You will first need to patch riscv-pk to no-op the futex and tid syscalls as follows:

--- a/pk/syscall.h
+++ b/pk/syscall.h
@@ -52,6 +52,9 @@
 #define SYS_clock_gettime 113
 #define SYS_set_tid_address 96
 #define SYS_set_robust_list 99
+#define SYS_futex 98
+#define SYS_gettid 178

 #define OLD_SYSCALL_THRESHOLD 1024

 #define SYS_open 1024
diff --git a/pk/syscall.c b/pk/syscall.c
@@ -434,6 +434,7 @@ long do_syscall(long a0, long a1, long a2, long a3, long a4, long a5, unsigned l
     [SYS_brk] = sys_brk,
     [SYS_uname] = sys_uname,
     [SYS_getpid] = sys_getpid,
+    [SYS_gettid] = sys_getpid,
     [SYS_getuid] = sys_getuid,
     [SYS_geteuid] = sys_getuid,
     [SYS_getgid] = sys_getuid,

@@ -462,6 +463,7 @@ long do_syscall(long a0, long a1, long a2, long a3, long a4, long a5, unsigned l
     [SYS_chdir] = sys_chdir,
     [SYS_set_tid_address] = sys_stub_nosys,
     [SYS_set_robust_list] = sys_stub_nosys,
+    [SYS_futex] = sys_stub_success,
   };

Finally please also double check that the proxy kernel is patched to enable RoCC extensions (should be done by default), as is shown in commit https://github.com/riscv/riscv-pk/commit/c53de08b9ba719f3e7b02fc1a029d194a190da48

You can rebuild pk via:

$ mkdir build
$ cd build
$ ../configure --prefix=$RISCV --host=riscv64-unknown-elf
$ make
$ make install

Then please pull master for the riscv-isa-sim in esp-tools so Spike uses the latest Gemmini ISA.

Note that you will want to ensure the gemmini_params.h used by spike matches the version used by onnxruntime. I.e., if you built for FP32 Gemmini (check the CMake file as mentioned in the previous section) ensure it matches systolic_params_fp32.h. It's also a good idea to change the definition of the ROUND_NEAR_EVEN macro to nearbyint(x) so the CPU version isn't excessively slow.

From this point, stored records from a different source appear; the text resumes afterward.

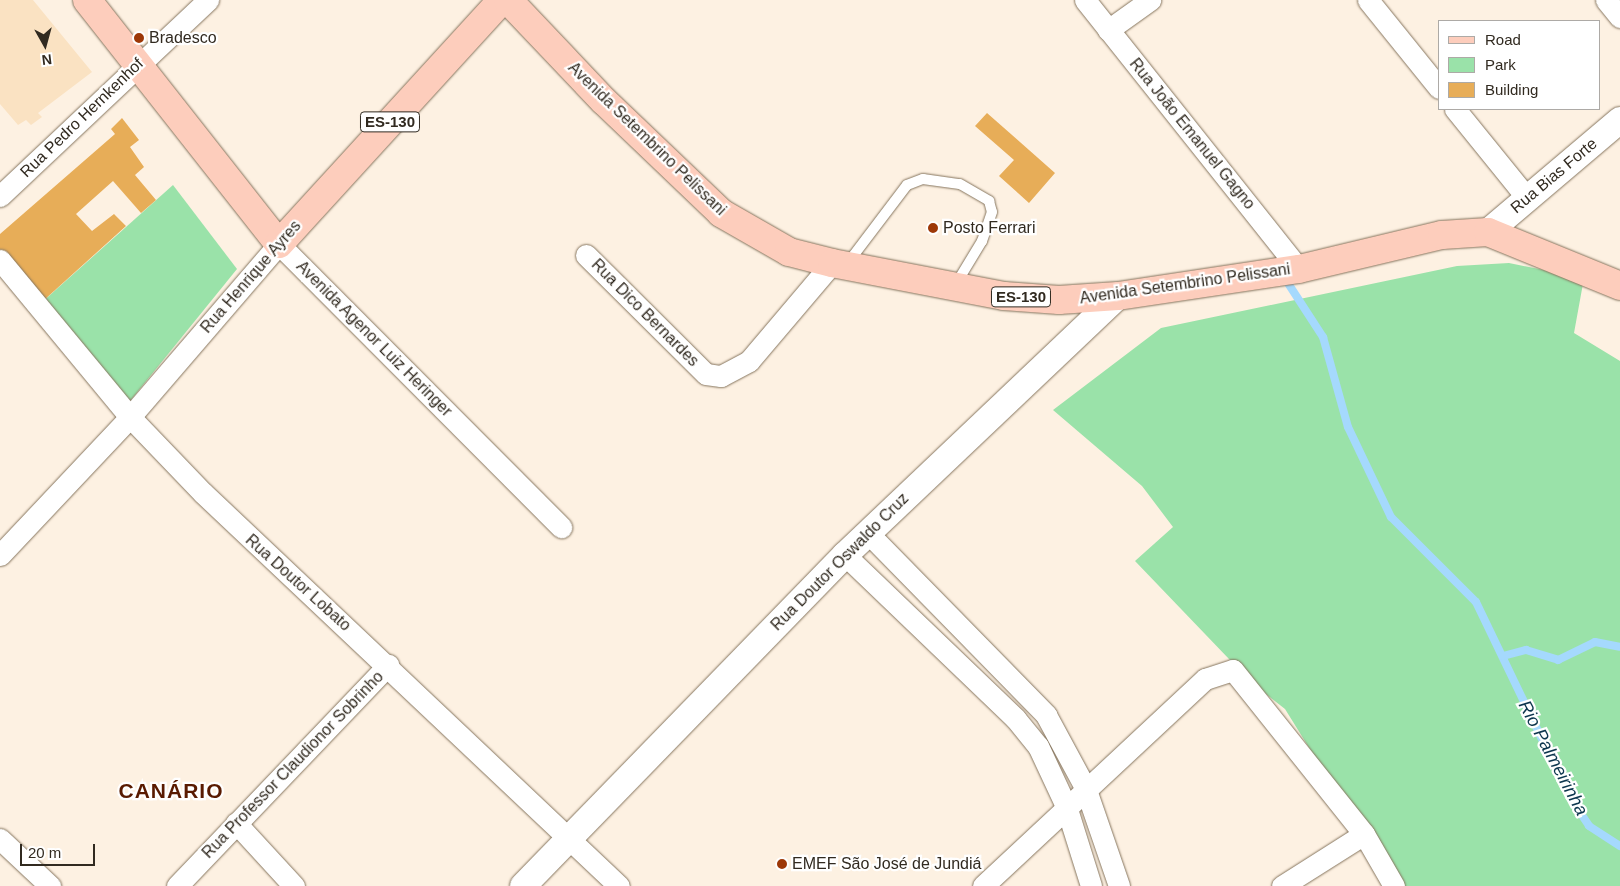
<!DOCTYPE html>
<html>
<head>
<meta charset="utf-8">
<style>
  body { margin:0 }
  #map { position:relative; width:1620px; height:886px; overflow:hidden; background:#fdf1e2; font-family:Helvetica,sans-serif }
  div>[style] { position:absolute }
  .built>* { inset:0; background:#fae2c2 }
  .green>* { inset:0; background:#9ae2a9 }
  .stream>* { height:8px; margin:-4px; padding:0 4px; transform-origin:4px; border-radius:4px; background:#a5d9fd }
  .building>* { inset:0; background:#e7ad58 }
  .roads { filter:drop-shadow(0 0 1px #86755e) drop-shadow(0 0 1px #86755e) }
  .service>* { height:10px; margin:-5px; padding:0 5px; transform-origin:5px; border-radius:5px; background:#fff }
  .minor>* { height:21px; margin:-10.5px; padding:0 10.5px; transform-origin:10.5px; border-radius:10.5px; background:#fff }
  .tertiary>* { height:26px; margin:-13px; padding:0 13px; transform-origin:13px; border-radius:13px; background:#fff }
  .primary>* { height:28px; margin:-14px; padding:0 14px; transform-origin:14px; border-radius:14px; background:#fdcdbc }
  .dots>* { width:14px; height:14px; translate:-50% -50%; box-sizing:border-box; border:2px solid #fff; border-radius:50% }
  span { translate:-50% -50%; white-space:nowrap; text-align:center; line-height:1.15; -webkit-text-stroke:4.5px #fff; paint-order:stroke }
  .shield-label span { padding:1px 4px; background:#fff; border:1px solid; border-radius:4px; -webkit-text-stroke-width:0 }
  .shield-label { font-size:15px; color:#312a20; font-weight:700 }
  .poi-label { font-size:16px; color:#312a20 }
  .left { translate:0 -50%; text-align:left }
  .street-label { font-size:16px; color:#312a20 }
  .water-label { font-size:18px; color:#0d364e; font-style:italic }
  .district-label { font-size:21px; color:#591a00; font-weight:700; letter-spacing:1px }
  .legend { position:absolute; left:1438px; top:20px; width:162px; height:90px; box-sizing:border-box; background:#fff; border:1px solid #adaaa6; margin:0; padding:6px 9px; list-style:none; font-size:15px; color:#312a20 }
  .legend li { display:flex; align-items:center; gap:10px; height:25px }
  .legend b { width:25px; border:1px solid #adaaa6 }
  .north { position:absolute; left:20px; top:20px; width:50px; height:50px; -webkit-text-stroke:4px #fff; paint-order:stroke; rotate:173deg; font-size:14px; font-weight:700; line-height:20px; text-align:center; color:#312a20 }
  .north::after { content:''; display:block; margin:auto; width:18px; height:22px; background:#312a20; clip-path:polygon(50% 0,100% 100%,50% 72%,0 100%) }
  .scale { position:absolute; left:20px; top:844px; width:75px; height:22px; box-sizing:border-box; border:2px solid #312a20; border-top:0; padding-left:6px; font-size:15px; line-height:18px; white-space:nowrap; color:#312a20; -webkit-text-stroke:4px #fff; paint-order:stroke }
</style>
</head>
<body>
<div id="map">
  <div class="built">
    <i style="clip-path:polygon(0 0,33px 0,92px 72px,38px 113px,42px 117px,31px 125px,26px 120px,18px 125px,0 104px)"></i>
  </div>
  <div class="green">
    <i style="clip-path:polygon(173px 185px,237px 269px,126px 406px,41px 303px)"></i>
    <i style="clip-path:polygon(1509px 263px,1584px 278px,1574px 333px,1620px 361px,1620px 886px,1395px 886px,1285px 709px,1252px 683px,1135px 561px,1173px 527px,1142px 486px,1053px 410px,1161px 328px,1457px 266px)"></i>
  </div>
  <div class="stream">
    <i style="left:1284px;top:277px;width:72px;rotate:57deg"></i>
    <i style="left:1323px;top:337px;width:93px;rotate:74.5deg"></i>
    <i style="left:1348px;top:427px;width:100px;rotate:64.5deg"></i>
    <i style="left:1391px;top:517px;width:120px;rotate:45deg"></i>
    <i style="left:1476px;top:602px;width:219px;rotate:64.3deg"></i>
    <i style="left:1571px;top:799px;width:32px;rotate:56deg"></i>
    <i style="left:1589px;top:826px;width:37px;rotate:33deg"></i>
    <i style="left:1503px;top:656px;width:24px;rotate:-15deg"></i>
    <i style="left:1526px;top:650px;width:34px;rotate:17deg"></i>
    <i style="left:1558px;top:660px;width:41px;rotate:-25.9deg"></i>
    <i style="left:1595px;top:642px;width:25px;rotate:11deg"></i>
  </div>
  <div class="building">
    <i style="clip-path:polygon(987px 113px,1055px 173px,1029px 203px,999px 176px,1014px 160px,975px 126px)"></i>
    <i style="clip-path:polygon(122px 118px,139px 140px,130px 147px,144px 167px,135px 175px,156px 200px,141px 213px,113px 181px,76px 214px,92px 231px,114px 214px,126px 226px,43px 301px,0 250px,0 234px,115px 134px,111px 129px)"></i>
  </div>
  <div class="roads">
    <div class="service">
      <i style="left:847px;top:264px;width:99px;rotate:-52.8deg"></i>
      <i style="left:907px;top:185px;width:17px;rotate:-21deg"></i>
      <i style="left:923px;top:179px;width:37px;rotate:8deg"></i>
      <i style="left:960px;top:184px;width:34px;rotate:30deg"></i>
      <i style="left:989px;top:201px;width:11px;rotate:75deg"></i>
      <i style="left:992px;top:212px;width:31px;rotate:109deg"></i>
      <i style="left:982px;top:241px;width:50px;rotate:121.2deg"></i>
    </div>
    <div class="minor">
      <i style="left:1085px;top:0;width:344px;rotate:51.5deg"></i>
      <i style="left:1368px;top:0;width:113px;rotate:51.1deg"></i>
      <i style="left:1606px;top:0;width:22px;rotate:51deg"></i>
      <i style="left:1108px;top:30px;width:52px;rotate:-35.5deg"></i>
      <i style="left:1455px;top:109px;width:116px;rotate:51deg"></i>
      <i style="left:0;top:196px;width:286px;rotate:-43.3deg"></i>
      <i style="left:586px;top:255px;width:169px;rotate:44.8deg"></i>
      <i style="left:706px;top:374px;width:15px;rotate:8deg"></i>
      <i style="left:721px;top:376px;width:32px;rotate:-28deg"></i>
      <i style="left:749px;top:361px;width:128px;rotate:-49.7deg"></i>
      <i style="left:0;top:260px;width:204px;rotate:50.4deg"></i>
      <i style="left:130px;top:417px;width:105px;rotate:46.2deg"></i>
      <i style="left:203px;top:493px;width:572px;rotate:43.37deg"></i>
      <i style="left:868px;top:533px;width:255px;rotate:45.6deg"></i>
      <i style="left:1046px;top:715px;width:82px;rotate:61.6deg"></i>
      <i style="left:1085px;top:787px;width:105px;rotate:71deg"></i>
      <i style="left:0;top:555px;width:190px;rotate:-46.7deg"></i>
      <i style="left:130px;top:417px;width:228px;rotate:-49.3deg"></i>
      <i style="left:279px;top:244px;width:400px;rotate:45.1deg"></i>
      <i style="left:845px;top:555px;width:236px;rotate:43.8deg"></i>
      <i style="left:1015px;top:718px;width:36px;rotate:51deg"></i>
      <i style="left:1038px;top:746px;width:66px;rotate:65deg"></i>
      <i style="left:1066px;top:806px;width:84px;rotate:72.6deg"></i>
      <i style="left:236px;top:823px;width:86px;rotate:47.4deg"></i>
      <i style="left:0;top:839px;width:69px;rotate:43.2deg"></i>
      <i style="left:177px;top:886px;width:306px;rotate:-46.3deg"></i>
      <i style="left:983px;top:886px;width:304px;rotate:-43deg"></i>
      <i style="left:1205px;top:679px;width:29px;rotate:-18deg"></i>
      <i style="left:1233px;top:670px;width:210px;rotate:51.4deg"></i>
      <i style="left:1364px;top:834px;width:60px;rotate:60deg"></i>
      <i style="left:1282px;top:886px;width:97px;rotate:-32.4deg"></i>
    </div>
    <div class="tertiary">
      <i style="left:1488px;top:232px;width:173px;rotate:-40.3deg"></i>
      <i style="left:523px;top:886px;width:462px;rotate:-45.8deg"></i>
      <i style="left:845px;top:555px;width:376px;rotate:-43.5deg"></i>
    </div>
    <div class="primary">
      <i style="left:87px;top:0;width:310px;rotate:51.8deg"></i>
      <i style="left:279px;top:244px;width:331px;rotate:-47.6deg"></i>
      <i style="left:508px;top:0;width:139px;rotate:46.5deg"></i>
      <i style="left:604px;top:101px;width:162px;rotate:43.7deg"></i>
      <i style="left:721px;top:213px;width:78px;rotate:29.8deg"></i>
      <i style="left:789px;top:252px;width:44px;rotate:14.3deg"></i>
      <i style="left:832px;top:263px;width:175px;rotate:10.9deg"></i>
      <i style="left:1004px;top:296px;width:55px;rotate:4.2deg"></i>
      <i style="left:1059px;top:300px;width:59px;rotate:-3.9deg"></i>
      <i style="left:1118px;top:296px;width:183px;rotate:-8.5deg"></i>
      <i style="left:1299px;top:269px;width:147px;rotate:-13.4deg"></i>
      <i style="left:1442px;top:235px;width:46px;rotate:-3.7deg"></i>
      <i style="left:1488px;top:232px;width:143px;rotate:22.2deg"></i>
    </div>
  </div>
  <div class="dots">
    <i style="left:139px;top:38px;background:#9d3807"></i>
    <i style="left:933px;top:228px;background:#9d3807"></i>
    <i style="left:782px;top:864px;background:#9d3807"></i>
  </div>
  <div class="shield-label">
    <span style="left:390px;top:122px">ES-130</span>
    <span style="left:1021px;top:297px">ES-130</span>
  </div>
  <div class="poi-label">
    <span class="left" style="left:149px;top:38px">Bradesco</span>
    <span class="left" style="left:943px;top:228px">Posto Ferrari</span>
    <span class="left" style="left:792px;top:864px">EMEF São José de Jundiá</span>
  </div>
  <div class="street-label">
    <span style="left:82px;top:118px;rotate:-44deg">Rua Pedro Hernkenhof</span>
    <span style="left:1192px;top:134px;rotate:51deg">Rua João Emanuel Gagno</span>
    <span style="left:647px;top:139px;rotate:44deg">Avenida Setembrino Pelissani</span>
    <span style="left:1554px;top:176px;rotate:-40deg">Rua Bias Forte</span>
    <span style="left:251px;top:277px;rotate:-49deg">Rua Henrique Ayres</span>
    <span style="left:1185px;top:284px;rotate:-8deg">Avenida Setembrino Pelissani</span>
    <span style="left:645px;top:313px;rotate:45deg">Rua Dico Bernardes</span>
    <span style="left:374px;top:339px;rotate:45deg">Avenida Agenor Luiz Heringer</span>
    <span style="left:840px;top:562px;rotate:-45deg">Rua Doutor Oswaldo Cruz</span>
    <span style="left:298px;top:583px;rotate:42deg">Rua Doutor Lobato</span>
    <span style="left:293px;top:765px;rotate:-46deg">Rua Professor Claudionor Sobrinho</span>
  </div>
  <div class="water-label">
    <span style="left:1553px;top:758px;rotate:62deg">Rio Palmeirinha</span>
  </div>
  <div class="district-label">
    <span style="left:171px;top:791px">CANÁRIO</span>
  </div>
  <ul class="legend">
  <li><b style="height:6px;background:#fdcdbc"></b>Road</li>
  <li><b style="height:14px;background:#9ae2a9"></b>Park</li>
  <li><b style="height:14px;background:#e7ad58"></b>Building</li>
  </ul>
  <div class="north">N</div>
  <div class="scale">20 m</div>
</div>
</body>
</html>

Note that by default, Chipyard adds chipyard/riscv-tools-install/bin/spike to your PATH, which does not contain the gemmini extension. Please ensure (manually adding the esp-tools build folder to $PATH if needed) that which spike instead references the spike from esp-tools.

See the README on imagenet runner for documentation on how to use onnxruntime to run an imagenet model. Sample quantized models are provided in the releases tab, or you can perform post-training quantization on a model yourself using the quantization tool in the systolic_runner folder.

You can also run other models by creating the appropriate runner script that calls into the onnxruntime APIs.

Running via Qemu

See the comment in #20 (comment) for info on how to build userspace qemu for riscv. Binaries can be run as with spike pk, but just note that you will have to use -x 0 since qemu does not support the Gemmini extension.